When Huerta first started looking into the cloud, it was because he wanted to bring the hospital’s medical records into the 21st century from 1993, the year its EHR was first installed. Lost Rivers’ revenue cycle was molasses-slow—as was the technology itself, which depended on the copper wires the hospital still used for telecommunications.

As the hospital began taking bids for a new EHR, 
Huerta said, “One of the things that became apparent was that the only thing harder for me to recruit than a doctor was a full-time IT guy.” The hospital is about 70 miles from the nearest metropolitan statistical area, and “finding anybody that could really manage a server farm or do day-to-day operational pieces you need for non-cloud-based EHRs was almost impossible,” he said.

Huerta was looking at alternatives to client-server systems for reasons beyond hiring IT staff, though. He also wanted a vendor that could meet meaningful-use deadlines and one that was, overall, cheap.

To the cloud he went.

“It was witchcraft,” he said of how others saw the decision to get a cloud-based solution, “particularly in Idaho.”

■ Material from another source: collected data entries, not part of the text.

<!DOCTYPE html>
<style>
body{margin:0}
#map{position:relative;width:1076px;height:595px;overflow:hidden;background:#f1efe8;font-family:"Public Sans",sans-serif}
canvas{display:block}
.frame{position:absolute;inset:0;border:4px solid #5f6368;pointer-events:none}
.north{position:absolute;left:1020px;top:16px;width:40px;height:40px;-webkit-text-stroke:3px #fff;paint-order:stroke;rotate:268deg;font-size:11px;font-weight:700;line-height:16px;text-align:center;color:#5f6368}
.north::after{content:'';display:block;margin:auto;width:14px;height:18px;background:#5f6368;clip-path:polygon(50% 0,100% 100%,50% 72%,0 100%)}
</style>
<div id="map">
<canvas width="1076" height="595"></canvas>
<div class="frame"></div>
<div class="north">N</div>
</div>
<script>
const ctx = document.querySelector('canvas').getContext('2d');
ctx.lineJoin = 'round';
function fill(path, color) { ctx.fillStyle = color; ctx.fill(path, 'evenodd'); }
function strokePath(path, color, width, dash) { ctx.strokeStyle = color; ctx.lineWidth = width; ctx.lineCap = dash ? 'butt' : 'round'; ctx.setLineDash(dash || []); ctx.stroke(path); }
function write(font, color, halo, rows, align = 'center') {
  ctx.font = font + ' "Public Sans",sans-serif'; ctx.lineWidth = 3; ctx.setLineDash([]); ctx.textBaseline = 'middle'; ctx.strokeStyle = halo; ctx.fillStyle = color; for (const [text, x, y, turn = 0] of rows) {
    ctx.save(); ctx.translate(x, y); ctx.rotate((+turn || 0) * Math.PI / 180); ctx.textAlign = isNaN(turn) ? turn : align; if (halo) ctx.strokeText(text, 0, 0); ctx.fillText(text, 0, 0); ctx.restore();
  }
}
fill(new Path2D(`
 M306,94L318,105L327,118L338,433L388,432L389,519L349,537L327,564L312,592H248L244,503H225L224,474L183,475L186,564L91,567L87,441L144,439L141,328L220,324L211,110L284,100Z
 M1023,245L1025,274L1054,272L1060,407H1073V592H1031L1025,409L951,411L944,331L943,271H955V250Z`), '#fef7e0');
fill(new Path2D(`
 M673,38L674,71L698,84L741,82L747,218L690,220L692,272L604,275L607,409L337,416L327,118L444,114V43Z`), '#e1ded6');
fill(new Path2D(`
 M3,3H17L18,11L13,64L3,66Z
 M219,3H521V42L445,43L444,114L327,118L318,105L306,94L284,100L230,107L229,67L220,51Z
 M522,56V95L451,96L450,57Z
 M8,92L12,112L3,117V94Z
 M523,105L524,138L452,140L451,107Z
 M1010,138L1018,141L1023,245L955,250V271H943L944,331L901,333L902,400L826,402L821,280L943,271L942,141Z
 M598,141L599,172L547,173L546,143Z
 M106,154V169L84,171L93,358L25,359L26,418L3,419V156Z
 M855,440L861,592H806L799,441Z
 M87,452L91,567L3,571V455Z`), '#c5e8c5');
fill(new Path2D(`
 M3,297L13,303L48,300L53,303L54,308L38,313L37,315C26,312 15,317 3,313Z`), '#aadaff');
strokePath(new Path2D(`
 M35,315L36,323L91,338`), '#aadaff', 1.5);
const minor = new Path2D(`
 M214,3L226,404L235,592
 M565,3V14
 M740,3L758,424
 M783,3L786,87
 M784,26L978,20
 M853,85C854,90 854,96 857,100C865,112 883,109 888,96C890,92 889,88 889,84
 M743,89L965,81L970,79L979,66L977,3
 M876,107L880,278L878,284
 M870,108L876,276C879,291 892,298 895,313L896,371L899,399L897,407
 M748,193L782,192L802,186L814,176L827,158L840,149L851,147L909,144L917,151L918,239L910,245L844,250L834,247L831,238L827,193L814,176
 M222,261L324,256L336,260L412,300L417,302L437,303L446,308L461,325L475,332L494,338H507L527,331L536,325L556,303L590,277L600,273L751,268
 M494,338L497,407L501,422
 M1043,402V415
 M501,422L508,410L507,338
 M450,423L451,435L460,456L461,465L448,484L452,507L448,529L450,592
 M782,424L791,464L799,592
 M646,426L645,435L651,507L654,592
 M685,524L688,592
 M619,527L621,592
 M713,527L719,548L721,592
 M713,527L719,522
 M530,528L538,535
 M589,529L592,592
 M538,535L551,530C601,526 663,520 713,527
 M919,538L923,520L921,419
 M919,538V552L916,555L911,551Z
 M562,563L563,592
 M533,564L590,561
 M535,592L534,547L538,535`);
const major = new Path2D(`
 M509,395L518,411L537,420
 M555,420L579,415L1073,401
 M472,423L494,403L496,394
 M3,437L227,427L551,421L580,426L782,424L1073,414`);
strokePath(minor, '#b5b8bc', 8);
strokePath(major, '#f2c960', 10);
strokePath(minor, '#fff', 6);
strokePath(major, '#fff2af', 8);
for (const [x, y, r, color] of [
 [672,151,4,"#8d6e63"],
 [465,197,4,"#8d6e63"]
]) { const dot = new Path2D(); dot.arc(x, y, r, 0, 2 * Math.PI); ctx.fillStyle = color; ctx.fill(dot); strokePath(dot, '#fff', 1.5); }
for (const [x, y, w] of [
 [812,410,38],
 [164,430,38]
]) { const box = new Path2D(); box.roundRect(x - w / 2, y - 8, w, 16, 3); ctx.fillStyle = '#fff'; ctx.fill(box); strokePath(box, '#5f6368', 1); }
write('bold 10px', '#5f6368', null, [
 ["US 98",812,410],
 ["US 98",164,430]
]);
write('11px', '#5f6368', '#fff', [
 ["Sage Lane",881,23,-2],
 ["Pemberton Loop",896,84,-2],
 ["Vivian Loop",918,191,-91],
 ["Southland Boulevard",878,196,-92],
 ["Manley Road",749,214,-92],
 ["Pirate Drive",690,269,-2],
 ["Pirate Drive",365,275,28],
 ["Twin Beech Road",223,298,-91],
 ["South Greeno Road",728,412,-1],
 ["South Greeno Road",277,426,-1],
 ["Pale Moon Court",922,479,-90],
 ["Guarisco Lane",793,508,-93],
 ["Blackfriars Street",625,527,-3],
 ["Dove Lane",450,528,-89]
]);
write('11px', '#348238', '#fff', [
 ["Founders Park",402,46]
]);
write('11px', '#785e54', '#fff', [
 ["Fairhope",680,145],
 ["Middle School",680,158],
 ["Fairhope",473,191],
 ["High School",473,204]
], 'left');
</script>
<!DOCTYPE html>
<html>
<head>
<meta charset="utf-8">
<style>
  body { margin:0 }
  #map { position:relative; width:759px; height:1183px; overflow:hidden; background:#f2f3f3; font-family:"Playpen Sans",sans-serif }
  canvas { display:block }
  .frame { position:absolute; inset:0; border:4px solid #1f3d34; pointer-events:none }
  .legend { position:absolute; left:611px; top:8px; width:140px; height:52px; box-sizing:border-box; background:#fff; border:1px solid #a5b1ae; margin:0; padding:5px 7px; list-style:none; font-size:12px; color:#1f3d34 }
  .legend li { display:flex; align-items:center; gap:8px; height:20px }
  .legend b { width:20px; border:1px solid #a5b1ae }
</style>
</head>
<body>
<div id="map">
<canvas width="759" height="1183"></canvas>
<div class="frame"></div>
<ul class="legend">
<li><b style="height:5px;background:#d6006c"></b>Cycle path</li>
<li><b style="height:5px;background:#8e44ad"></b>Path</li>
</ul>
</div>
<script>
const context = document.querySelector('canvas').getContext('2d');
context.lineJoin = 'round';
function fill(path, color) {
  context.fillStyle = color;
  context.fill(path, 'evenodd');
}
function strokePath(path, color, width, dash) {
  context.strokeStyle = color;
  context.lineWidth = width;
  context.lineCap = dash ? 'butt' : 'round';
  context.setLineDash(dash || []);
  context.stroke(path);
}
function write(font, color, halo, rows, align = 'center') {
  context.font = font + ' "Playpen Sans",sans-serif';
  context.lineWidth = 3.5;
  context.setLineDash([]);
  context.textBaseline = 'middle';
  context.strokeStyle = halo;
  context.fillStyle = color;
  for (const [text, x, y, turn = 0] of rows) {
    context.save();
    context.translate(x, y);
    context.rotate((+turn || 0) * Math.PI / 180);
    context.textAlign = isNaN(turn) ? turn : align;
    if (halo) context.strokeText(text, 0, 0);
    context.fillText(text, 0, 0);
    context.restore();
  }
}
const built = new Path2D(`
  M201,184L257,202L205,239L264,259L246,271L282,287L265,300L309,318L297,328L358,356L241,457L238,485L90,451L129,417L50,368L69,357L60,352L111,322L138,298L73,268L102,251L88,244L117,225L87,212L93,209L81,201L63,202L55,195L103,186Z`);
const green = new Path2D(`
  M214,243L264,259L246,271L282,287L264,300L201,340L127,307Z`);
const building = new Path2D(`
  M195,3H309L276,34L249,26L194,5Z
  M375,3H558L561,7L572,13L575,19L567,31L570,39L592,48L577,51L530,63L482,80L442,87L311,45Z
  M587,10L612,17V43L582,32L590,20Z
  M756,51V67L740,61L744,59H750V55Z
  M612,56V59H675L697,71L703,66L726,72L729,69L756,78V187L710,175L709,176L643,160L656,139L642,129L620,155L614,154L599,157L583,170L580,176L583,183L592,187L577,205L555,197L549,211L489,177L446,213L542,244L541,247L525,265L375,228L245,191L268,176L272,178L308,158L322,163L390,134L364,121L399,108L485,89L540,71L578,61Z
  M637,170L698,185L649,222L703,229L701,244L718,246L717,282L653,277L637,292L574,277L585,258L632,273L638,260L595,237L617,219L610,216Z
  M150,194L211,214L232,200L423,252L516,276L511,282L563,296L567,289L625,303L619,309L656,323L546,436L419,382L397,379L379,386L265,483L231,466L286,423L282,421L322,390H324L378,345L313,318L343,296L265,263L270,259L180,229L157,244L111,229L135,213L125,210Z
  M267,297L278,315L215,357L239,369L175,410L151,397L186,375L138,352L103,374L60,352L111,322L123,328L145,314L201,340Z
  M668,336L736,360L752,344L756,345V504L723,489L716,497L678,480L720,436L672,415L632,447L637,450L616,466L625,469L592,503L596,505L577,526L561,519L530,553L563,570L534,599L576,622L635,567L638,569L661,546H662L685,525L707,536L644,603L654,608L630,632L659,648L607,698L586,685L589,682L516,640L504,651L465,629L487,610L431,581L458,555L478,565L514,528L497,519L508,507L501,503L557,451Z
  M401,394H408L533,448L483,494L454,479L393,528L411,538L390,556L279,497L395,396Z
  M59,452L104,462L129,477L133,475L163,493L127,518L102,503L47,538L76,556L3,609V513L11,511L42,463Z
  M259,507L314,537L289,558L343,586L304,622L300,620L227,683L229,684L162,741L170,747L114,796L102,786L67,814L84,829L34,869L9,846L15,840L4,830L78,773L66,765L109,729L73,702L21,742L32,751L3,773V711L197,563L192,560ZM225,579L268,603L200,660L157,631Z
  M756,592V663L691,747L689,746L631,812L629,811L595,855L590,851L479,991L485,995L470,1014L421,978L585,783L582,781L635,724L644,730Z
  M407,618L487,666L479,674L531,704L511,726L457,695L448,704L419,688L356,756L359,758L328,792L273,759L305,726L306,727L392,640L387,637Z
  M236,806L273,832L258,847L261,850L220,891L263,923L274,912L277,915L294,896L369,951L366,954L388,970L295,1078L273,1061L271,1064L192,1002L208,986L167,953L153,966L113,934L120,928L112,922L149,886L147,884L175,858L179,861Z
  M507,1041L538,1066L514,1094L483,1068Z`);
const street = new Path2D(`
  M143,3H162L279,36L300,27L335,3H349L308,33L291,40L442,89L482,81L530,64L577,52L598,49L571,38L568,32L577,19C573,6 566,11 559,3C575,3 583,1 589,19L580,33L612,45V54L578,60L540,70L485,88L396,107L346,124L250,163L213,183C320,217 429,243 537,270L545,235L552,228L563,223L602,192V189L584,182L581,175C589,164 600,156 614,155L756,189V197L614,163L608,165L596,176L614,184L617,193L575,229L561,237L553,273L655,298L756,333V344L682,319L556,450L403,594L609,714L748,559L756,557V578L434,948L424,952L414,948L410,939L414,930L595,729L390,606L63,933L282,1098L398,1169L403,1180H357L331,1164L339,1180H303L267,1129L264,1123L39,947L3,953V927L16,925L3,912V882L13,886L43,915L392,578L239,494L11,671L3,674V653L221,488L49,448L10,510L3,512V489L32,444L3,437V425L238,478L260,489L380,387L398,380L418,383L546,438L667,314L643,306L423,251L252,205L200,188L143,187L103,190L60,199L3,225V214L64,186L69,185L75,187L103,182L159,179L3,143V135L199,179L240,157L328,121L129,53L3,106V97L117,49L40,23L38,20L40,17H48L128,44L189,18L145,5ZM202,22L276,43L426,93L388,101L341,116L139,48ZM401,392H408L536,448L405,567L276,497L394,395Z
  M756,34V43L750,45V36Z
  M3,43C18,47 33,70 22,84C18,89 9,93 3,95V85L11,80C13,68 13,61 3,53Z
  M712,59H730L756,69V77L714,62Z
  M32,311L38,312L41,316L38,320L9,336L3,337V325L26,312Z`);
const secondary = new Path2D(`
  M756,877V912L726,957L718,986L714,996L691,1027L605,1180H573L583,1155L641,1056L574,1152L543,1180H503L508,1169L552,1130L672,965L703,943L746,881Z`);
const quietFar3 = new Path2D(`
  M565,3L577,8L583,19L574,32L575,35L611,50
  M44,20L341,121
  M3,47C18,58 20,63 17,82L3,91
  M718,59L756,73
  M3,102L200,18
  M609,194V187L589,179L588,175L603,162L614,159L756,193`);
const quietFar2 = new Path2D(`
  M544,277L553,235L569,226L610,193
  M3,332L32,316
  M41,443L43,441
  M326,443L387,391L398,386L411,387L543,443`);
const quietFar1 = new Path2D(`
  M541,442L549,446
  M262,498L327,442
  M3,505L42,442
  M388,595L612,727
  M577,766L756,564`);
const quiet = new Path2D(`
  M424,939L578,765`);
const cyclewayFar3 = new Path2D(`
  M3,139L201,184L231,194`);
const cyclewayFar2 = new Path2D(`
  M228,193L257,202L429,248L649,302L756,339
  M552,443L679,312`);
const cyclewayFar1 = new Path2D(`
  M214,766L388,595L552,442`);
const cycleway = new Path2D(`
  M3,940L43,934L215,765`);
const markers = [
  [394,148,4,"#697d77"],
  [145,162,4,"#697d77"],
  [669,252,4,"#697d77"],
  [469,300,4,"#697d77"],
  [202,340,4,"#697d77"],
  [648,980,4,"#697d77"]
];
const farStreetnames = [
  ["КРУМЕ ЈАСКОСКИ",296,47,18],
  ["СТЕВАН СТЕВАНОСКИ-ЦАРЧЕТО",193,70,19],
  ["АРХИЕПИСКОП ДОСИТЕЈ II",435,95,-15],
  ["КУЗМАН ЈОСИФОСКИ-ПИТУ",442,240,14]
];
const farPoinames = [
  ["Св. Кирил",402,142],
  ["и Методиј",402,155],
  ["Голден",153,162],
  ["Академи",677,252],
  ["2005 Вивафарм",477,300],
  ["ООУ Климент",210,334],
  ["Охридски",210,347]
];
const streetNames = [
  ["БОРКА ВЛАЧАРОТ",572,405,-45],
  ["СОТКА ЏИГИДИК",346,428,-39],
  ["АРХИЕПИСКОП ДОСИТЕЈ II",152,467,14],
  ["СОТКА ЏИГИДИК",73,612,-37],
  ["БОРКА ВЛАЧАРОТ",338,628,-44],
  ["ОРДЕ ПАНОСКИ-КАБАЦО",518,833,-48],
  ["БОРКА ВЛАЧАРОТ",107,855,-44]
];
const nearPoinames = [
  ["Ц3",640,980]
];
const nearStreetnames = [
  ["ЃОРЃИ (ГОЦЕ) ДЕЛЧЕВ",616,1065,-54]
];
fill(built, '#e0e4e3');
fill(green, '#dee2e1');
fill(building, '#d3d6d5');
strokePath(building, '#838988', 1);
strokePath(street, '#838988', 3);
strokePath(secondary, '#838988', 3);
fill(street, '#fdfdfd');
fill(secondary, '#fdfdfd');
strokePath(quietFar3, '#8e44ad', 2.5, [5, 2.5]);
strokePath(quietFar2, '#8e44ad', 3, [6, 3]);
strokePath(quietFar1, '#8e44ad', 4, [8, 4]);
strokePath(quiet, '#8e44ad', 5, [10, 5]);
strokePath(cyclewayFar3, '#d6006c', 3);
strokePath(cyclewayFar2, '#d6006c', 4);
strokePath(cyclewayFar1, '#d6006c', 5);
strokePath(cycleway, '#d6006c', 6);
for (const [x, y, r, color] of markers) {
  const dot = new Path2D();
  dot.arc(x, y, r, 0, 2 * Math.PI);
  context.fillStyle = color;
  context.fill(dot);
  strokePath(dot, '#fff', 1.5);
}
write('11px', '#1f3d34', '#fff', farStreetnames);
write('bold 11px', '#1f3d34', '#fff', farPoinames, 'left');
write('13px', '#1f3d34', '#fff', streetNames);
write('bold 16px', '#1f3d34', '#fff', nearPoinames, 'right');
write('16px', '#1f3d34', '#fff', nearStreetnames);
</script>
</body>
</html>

Eventually, he settled on an EHR from RazorInsights, which was soon after acquired by Athenahealth, a company that had 1.6% of the acute-care hospital market in the U.S. in 2016 (See chart above). Lost Rivers was one of the first if not the first hospital in Idaho to be completely cloud-based, Huerta said.

Now, everything is integrated into Athenahealth’s platforms, from billing to the clinic to the emergency room, helping to stabilize the hospital’s once-dire financial situation. Lost Rivers is charged by Athenahealth based on the amount of collections.

“The cloud gives you all kinds of advantages related to staffing and backup and security,” said healthcare analyst David Muntz.